**Materials provided:**
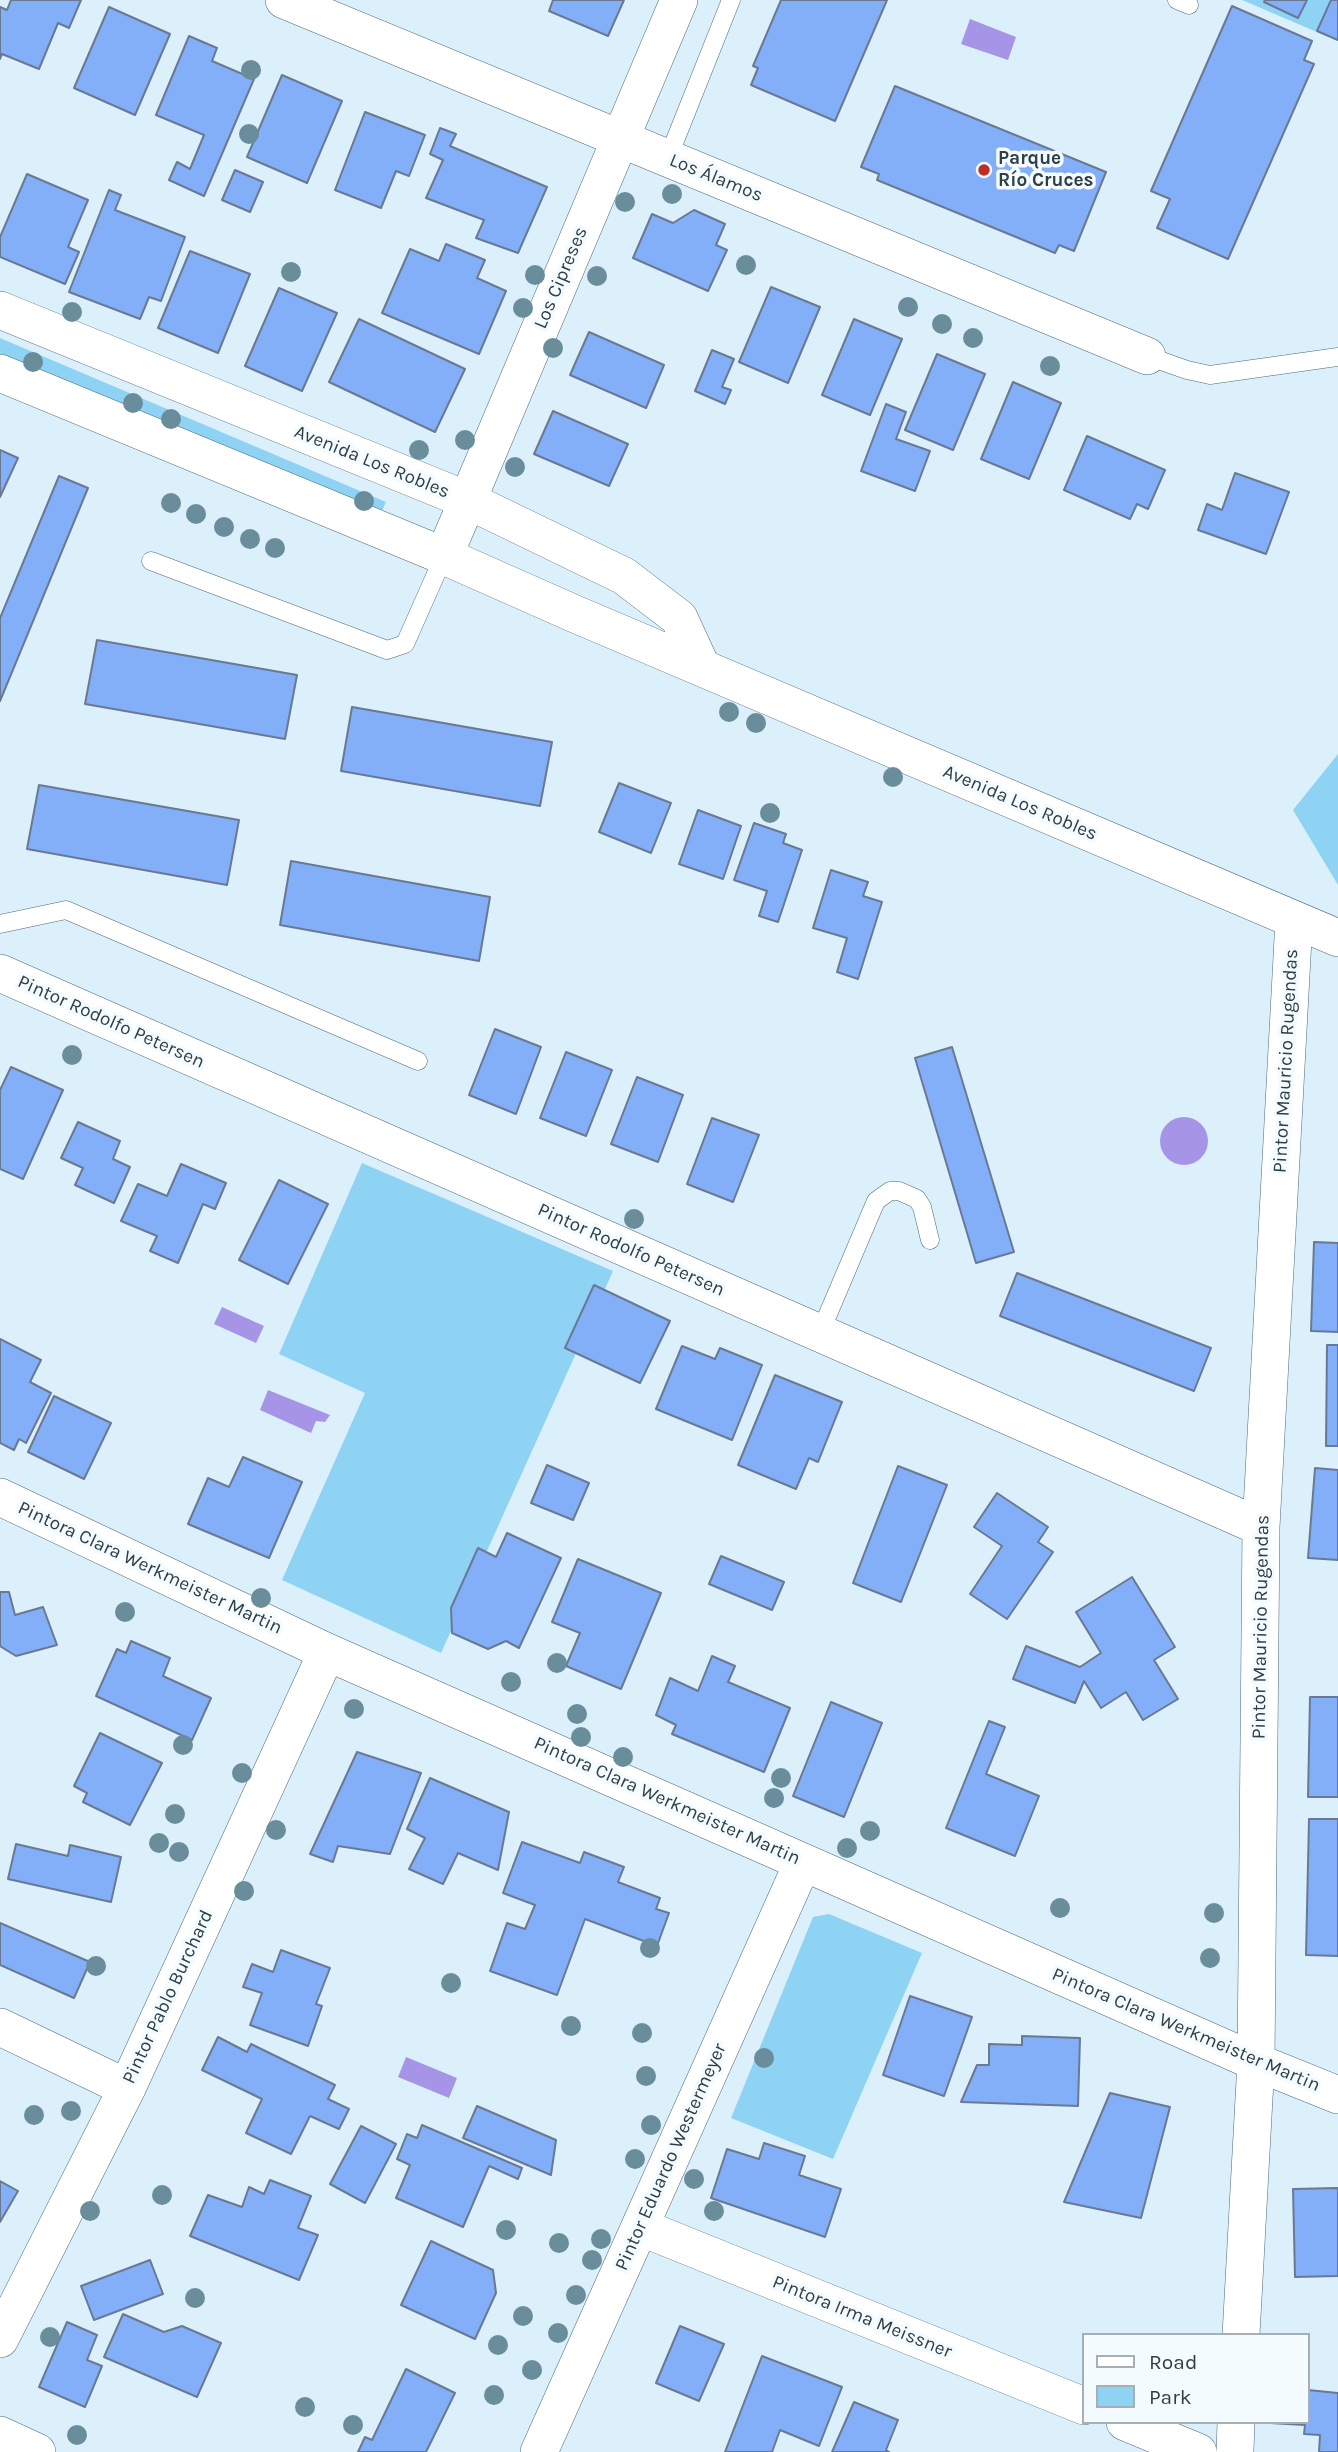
<!DOCTYPE html>
<html>
<head>
<meta charset="utf-8">
<style>
  body { margin:0 }
  #map { position:relative; width:1338px; height:2452px; overflow:hidden; background:#dcf0fb; font-family:Karla,sans-serif }
  canvas { display:block }
  .legend { position:absolute; left:1082px; top:2333px; width:228px; height:91px; box-sizing:border-box; background:#f4fbff; border:2px solid #a6afb5; margin:0; padding:9px 12px; list-style:none; font-size:21px; color:#303e45 }
  .legend li { display:flex; align-items:center; gap:14px; height:35px }
  .legend b { width:35px; border:2px solid #a6afb5 }
</style>
</head>
<body>
<div id="map">
<canvas width="1338" height="2452"></canvas>
<ul class="legend">
<li><b style="height:9px;background:#fff"></b>Road</li>
<li><b style="height:19px;background:#8ed3f3"></b>Park</li>
</ul>
</div>
<script>
const ctx = document.querySelector('canvas').getContext('2d');
ctx.lineJoin = 'round';
function fill(path, color) { ctx.fillStyle = color; ctx.fill(path, 'evenodd'); }
const poly = rows => new Path2D(rows.map(r => 'M' + r).join(''));
function stroke(path, color, width, dash) { ctx.strokeStyle = color; ctx.lineWidth = width; ctx.lineCap = dash ? 'butt' : 'round'; ctx.setLineDash(dash || []); ctx.stroke(path); }
function label(font, color, halo, rows, align = 'center') {
  ctx.font = font + ' Karla,sans-serif'; ctx.lineWidth = 7; ctx.setLineDash([]); ctx.textBaseline = 'middle'; ctx.strokeStyle = halo; ctx.fillStyle = color; for (const [text, x, y, turn = 0] of rows) {
    ctx.save(); ctx.translate(x, y); ctx.rotate((+turn || 0) * Math.PI / 180); ctx.textAlign = isNaN(turn) ? turn : align; if (halo) ctx.strokeText(text, 0, 0); ctx.fillText(text, 0, 0); ctx.restore();
  }
}
const green = poly([
  [1242,0,1338,0,1338,41],
  [0,338,386,502,379,517,0,355],
  [1338,754,1338,885,1293,810],
  [362,1163,613,1271,441,1653,282,1580,365,1393,279,1354],
  [829,1914,922,1953,833,2159,731,2118,813,1917]
]);
const water = poly([
  [970,19,1016,37,1008,60,961,44],
  '1160 1141a24 24 0 1 1 48 0a24 24 0 1 1-48 0Z',
  [222,1307,264,1326,256,1343,214,1324],
  [268,1390,330,1415,325,1422,316,1421,311,1433,260,1410],
  [406,2057,457,2078,449,2098,398,2077]
]);
const building = poly([
  [11,0,81,0,69,28,58,23,39,69,2,54,0,59,0,7,7,10,11,0],
  [553,0,624,0,608,36,549,11,553,0],
  [781,0,887,0,835,121,751,85,758,68,753,66,781,0],
  [1265,0,1307,0,1298,18,1264,2,1265,0],
  [1331,0,1338,0,1338,40,1317,31,1331,0],
  [1232,6,1312,41,1304,60,1314,64,1228,259,1157,228,1170,199,1151,191,1232,6],
  [109,7,170,34,135,115,74,88,109,7],
  [189,36,217,48,212,61,254,79,204,196,169,180,177,162,190,169,204,135,156,115,189,36],
  [282,75,342,101,307,183,247,157,282,75],
  [895,86,1106,172,1074,251,1059,245,1055,253,877,180,879,174,861,167,895,86],
  [365,112,425,135,409,176,396,171,381,208,335,190,365,112],
  [440,128,456,134,450,146,547,187,518,253,476,238,484,220,426,198,443,160,430,154,440,128],
  [235,170,263,182,250,212,222,200,235,170],
  [27,174,88,200,68,247,79,252,65,284,0,257,0,237,27,174],
  [109,190,121,195,115,210,185,237,161,301,149,297,140,319,69,292,109,190],
  [694,210,725,224,716,245,727,250,708,291,633,258,652,214,673,223,694,210],
  [446,244,485,260,477,278,506,291,479,354,382,313,410,249,439,261,446,244],
  [190,251,250,274,218,353,158,328,190,251],
  [771,287,820,307,788,383,739,362,771,287],
  [279,288,337,313,302,391,245,366,279,288],
  [359,319,465,369,435,432,329,382,359,319],
  [854,319,902,339,870,415,822,395,854,319],
  [589,332,664,365,646,408,570,375,589,332],
  [712,350,734,359,722,387,731,390,725,404,695,391,712,350],
  [937,354,985,374,953,450,905,430,937,354],
  [1013,382,1061,403,1029,479,981,459,1013,382],
  [886,404,906,412,896,439,930,451,915,491,861,471,886,404],
  [553,411,628,444,609,486,534,454,553,411],
  [1087,436,1165,470,1148,509,1137,504,1130,519,1064,490,1087,436],
  [0,450,18,458,0,497,0,450],
  [1235,473,1289,492,1266,554,1198,530,1207,504,1222,510,1235,473],
  [59,476,88,488,0,701,0,618,59,476],
  [97,640,297,675,285,739,85,704,97,640],
  [352,707,552,742,540,806,341,771,352,707],
  [619,783,671,803,651,853,599,832,619,783],
  [39,785,239,820,227,885,27,849,39,785],
  [698,810,741,826,723,879,679,864,698,810],
  [754,823,786,834,783,843,802,850,778,922,759,916,767,891,734,880,754,823],
  [291,861,490,897,479,961,280,925,291,861],
  [831,870,868,882,863,896,882,902,858,979,837,972,847,938,813,928,831,870],
  [495,1029,541,1047,516,1114,469,1095,495,1029],
  [952,1047,1014,1252,976,1263,915,1058,952,1047],
  [566,1052,612,1070,586,1136,540,1118,566,1052],
  [11,1067,63,1090,23,1179,0,1169,0,1090,11,1067],
  [637,1077,683,1095,658,1162,611,1144,637,1077],
  [712,1118,759,1135,733,1202,687,1184,712,1118],
  [78,1122,120,1141,113,1159,130,1167,114,1203,75,1185,83,1168,61,1158,78,1122],
  [181,1164,226,1183,215,1209,203,1204,178,1263,150,1251,157,1236,121,1221,138,1184,167,1196,181,1164],
  [279,1180,328,1204,288,1284,239,1260,279,1180],
  [1314,1242,1338,1243,1338,1332,1311,1331,1314,1242],
  [1017,1273,1211,1348,1194,1391,1000,1316,1017,1273],
  [594,1285,670,1321,640,1383,565,1348,594,1285],
  [0,1339,41,1360,30,1382,51,1393,26,1443,19,1439,14,1450,0,1443,0,1339],
  [1327,1345,1338,1345,1338,1446,1326,1446,1327,1345],
  [682,1346,715,1359,720,1348,762,1365,732,1440,656,1409,682,1346],
  [775,1375,842,1402,818,1462,809,1458,796,1489,738,1465,775,1375],
  [54,1396,111,1423,84,1479,28,1452,54,1396],
  [243,1457,302,1482,269,1558,188,1524,208,1478,229,1487,243,1457],
  [547,1465,589,1483,573,1520,531,1503,547,1465],
  [898,1466,947,1485,901,1602,853,1583,898,1466],
  [1315,1468,1338,1470,1338,1560,1308,1558,1315,1468],
  [997,1493,1048,1527,1038,1542,1053,1552,1007,1619,970,1594,1002,1546,974,1527,997,1493],
  [507,1533,561,1558,519,1648,506,1641,488,1649,452,1633,451,1608,478,1548,496,1557,507,1533],
  [721,1556,784,1582,772,1610,709,1584,721,1556],
  [578,1559,661,1593,621,1689,566,1666,580,1633,552,1622,578,1559],
  [1132,1577,1175,1647,1154,1660,1178,1699,1143,1720,1126,1692,1101,1708,1084,1681,1075,1703,1013,1679,1026,1646,1080,1667,1101,1653,1076,1612,1132,1577],
  [0,1592,9,1592,15,1615,43,1607,57,1645,16,1656,0,1646,0,1592],
  [131,1641,170,1658,163,1676,211,1698,192,1740,96,1696,117,1649,126,1653,131,1641],
  [712,1656,735,1666,728,1682,790,1708,764,1772,672,1734,676,1725,656,1715,670,1678,698,1691,712,1656],
  [1310,1697,1338,1697,1338,1797,1308,1797,1310,1697],
  [831,1702,882,1723,844,1817,793,1796,831,1702],
  [989,1721,1005,1727,986,1774,1039,1796,1015,1856,946,1828,989,1721],
  [100,1733,162,1763,130,1825,83,1802,87,1793,74,1786,100,1733],
  [357,1752,421,1773,390,1854,338,1846,333,1862,310,1854,357,1752],
  [430,1778,509,1812,498,1870,458,1853,443,1884,409,1869,425,1838,407,1829,430,1778],
  [1309,1819,1338,1819,1338,1956,1306,1955,1309,1819],
  [522,1842,580,1863,584,1852,624,1867,618,1882,660,1898,656,1909,669,1913,657,1946,585,1919,557,1995,490,1971,507,1923,525,1929,535,1905,503,1893,522,1842],
  [16,1844,68,1856,70,1845,121,1857,111,1902,8,1879,16,1844],
  [0,1923,90,1962,74,1998,0,1965,0,1923],
  [281,1950,330,1968,316,2004,322,2006,308,2046,250,2025,262,1993,243,1987,252,1964,273,1972,281,1950],
  [910,1996,972,2017,944,2096,883,2075,910,1996],
  [1022,2036,1080,2038,1078,2106,961,2102,977,2065,989,2065,989,2044,1022,2045,1022,2036],
  [218,2037,247,2052,251,2044,335,2085,328,2099,349,2109,339,2129,310,2116,291,2154,246,2133,262,2099,202,2070,218,2037],
  [1110,2093,1170,2107,1141,2218,1064,2202,1110,2093],
  [477,2106,556,2140,551,2175,463,2138,477,2106],
  [422,2125,522,2168,518,2179,489,2166,463,2227,396,2198,410,2165,397,2159,407,2134,417,2138,422,2125],
  [361,2126,396,2144,365,2203,330,2184,361,2126],
  [764,2143,805,2156,799,2175,841,2189,825,2237,711,2198,727,2149,759,2159,764,2143],
  [270,2180,311,2196,298,2228,318,2235,299,2280,190,2236,208,2195,242,2207,249,2187,264,2194,270,2180],
  [0,2181,18,2191,0,2222,0,2181],
  [1338,2188,1338,2276,1295,2277,1293,2189,1338,2188],
  [431,2241,493,2270,496,2293,475,2339,401,2305,431,2241],
  [150,2260,163,2294,94,2320,81,2286,150,2260],
  [123,2314,164,2332,182,2326,221,2343,197,2397,104,2357,123,2314],
  [67,2322,97,2335,87,2360,102,2366,85,2407,39,2387,67,2322],
  [680,2326,724,2344,699,2401,656,2383,680,2326],
  [762,2356,842,2387,819,2446,780,2430,772,2452,725,2452,762,2356],
  [406,2369,455,2393,426,2452,358,2452,365,2437,372,2440,406,2369],
  [1308,2390,1338,2393,1338,2452,1319,2452,1320,2435,1304,2434,1305,2425,1270,2423,1308,2422,1308,2390],
  [854,2402,898,2420,886,2450,889,2452,832,2452,854,2402]
]);
const service = poly([
  [1177,0,1189,5],
  [668,158,731,0],
  [1147,356,1187,370,1210,375,1338,357],
  [151,561,387,650,405,644,444,556],
  [0,924,66,910,418,1061],
  [820,1333,876,1201,890,1191,899,1191,917,1199,922,1207,930,1240]
]);
const minor = poly([
  [284,0,1147,356],
  [0,310,467,500,624,576,679,618,702,668],
  [0,373,444,556,575,614,1338,938],
  [444,556,679,0],
  [0,973,1261,1527],
  [0,1497,327,1652,1256,2062,1338,2095],
  [0,2027,127,2088],
  [640,2227,1084,2406],
  [1241,2335,1256,2062,1261,1527,1294,920],
  [0,2339,127,2088,327,1652],
  [1125,2422,1198,2452],
  [0,2435,37,2452],
  [539,2452,803,1862],
  [1235,2452,1236,2422]
]);
const trees = [
  [251,70],
  [249,134],
  [672,194],
  [625,202],
  [746,265],
  [291,272],
  [535,275],
  [597,276],
  [908,307],
  [523,308],
  [72,312],
  [942,324],
  [973,338],
  [553,348],
  [33,362],
  [1050,366],
  [133,403],
  [171,419],
  [465,440],
  [419,450],
  [515,467],
  [364,501],
  [171,503],
  [196,514],
  [224,527],
  [250,539],
  [275,548],
  [729,712],
  [756,723],
  [893,777],
  [770,813],
  [72,1055],
  [634,1219],
  [261,1598],
  [125,1612],
  [557,1663],
  [511,1682],
  [354,1709],
  [577,1714],
  [581,1737],
  [183,1745],
  [623,1757],
  [242,1773],
  [781,1778],
  [774,1798],
  [175,1814],
  [276,1830],
  [870,1831],
  [159,1843],
  [847,1848],
  [179,1852],
  [244,1891],
  [1060,1908],
  [1214,1913],
  [650,1948],
  [1210,1958],
  [96,1966],
  [451,1983],
  [571,2026],
  [642,2033],
  [764,2058],
  [646,2076],
  [71,2111],
  [34,2115],
  [651,2125],
  [635,2159],
  [694,2179],
  [162,2195],
  [90,2211],
  [714,2211],
  [506,2230],
  [601,2239],
  [559,2243],
  [592,2260],
  [576,2295],
  [195,2298],
  [523,2316],
  [558,2333],
  [50,2337],
  [498,2345],
  [532,2370],
  [494,2395],
  [305,2407],
  [353,2425],
  [77,2435]
];
const markers = [
  [984,170,7,"#bc2e26"]
];
const poiNames = [
  ["Parque",998,159],
  ["Río Cruces",998,181]
];
const streetNames = [
  ["Los Álamos",716,178,22],
  ["Los Cipreses",561,278,-67],
  ["Avenida Los Robles",372,462,22],
  ["Avenida Los Robles",1020,803,23],
  ["Pintor Rodolfo Petersen",111,1022,24],
  ["Pintor Mauricio Rugendas",1286,1061,-87],
  ["Pintor Rodolfo Petersen",631,1250,24],
  ["Pintora Clara Werkmeister Martin",150,1568,25],
  ["Pintor Mauricio Rugendas",1261,1627,-89],
  ["Pintora Clara Werkmeister Martin",667,1801,24],
  ["Pintor Pablo Burchard",168,1997,-65],
  ["Pintora Clara Werkmeister Martin",1186,2030,23],
  ["Pintor Eduardo Westermeyer",671,2157,-66],
  ["Pintora Irma Meissner",862,2317,22]
];
fill(green, '#8ed3f3');
fill(water, '#a695e6');
fill(building, '#83aef8');
stroke(building, '#6a7993', 2);
stroke(service, '#4b6a79', 19);
stroke(minor, '#4b6a79', 38);
stroke(service, '#fff', 18);
stroke(minor, '#fff', 37);
ctx.fillStyle = '#6a8d9c';
for (const [x, y] of trees) { ctx.beginPath(); ctx.arc(x, y, 10, 0, 2 * Math.PI); ctx.fill(); }
for (const [x, y, r, color] of markers) { const dot = new Path2D(); dot.arc(x, y, r, 0, 2 * Math.PI); ctx.fillStyle = color; ctx.fill(dot); stroke(dot, '#f4fbff', 2.5); }
label('bold 19px', '#303e45', '#f4fbff', poiNames, 'left');
label('19px', '#303e45', '#f4fbff', streetNames);
</script>
</body>
</html>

**Exercise:**
The answer must consist solely of the lines from the first line of the data through the line containing "const poly = rows", inclusive, reproduced exactly and without pictures.

**Written reply:**
<!DOCTYPE html>
<html>
<head>
<meta charset="utf-8">
<style>
  body { margin:0 }
  #map { position:relative; width:1338px; height:2452px; overflow:hidden; background:#dcf0fb; font-family:Karla,sans-serif }
  canvas { display:block }
  .legend { position:absolute; left:1082px; top:2333px; width:228px; height:91px; box-sizing:border-box; background:#f4fbff; border:2px solid #a6afb5; margin:0; padding:9px 12px; list-style:none; font-size:21px; color:#303e45 }
  .legend li { display:flex; align-items:center; gap:14px; height:35px }
  .legend b { width:35px; border:2px solid #a6afb5 }
</style>
</head>
<body>
<div id="map">
<canvas width="1338" height="2452"></canvas>
<ul class="legend">
<li><b style="height:9px;background:#fff"></b>Road</li>
<li><b style="height:19px;background:#8ed3f3"></b>Park</li>
</ul>
</div>
<script>
const ctx = document.querySelector('canvas').getContext('2d');
ctx.lineJoin = 'round';
function fill(path, color) { ctx.fillStyle = color; ctx.fill(path, 'evenodd'); }
const poly = rows => new Path2D(rows.map(r => 'M' + r).join(''));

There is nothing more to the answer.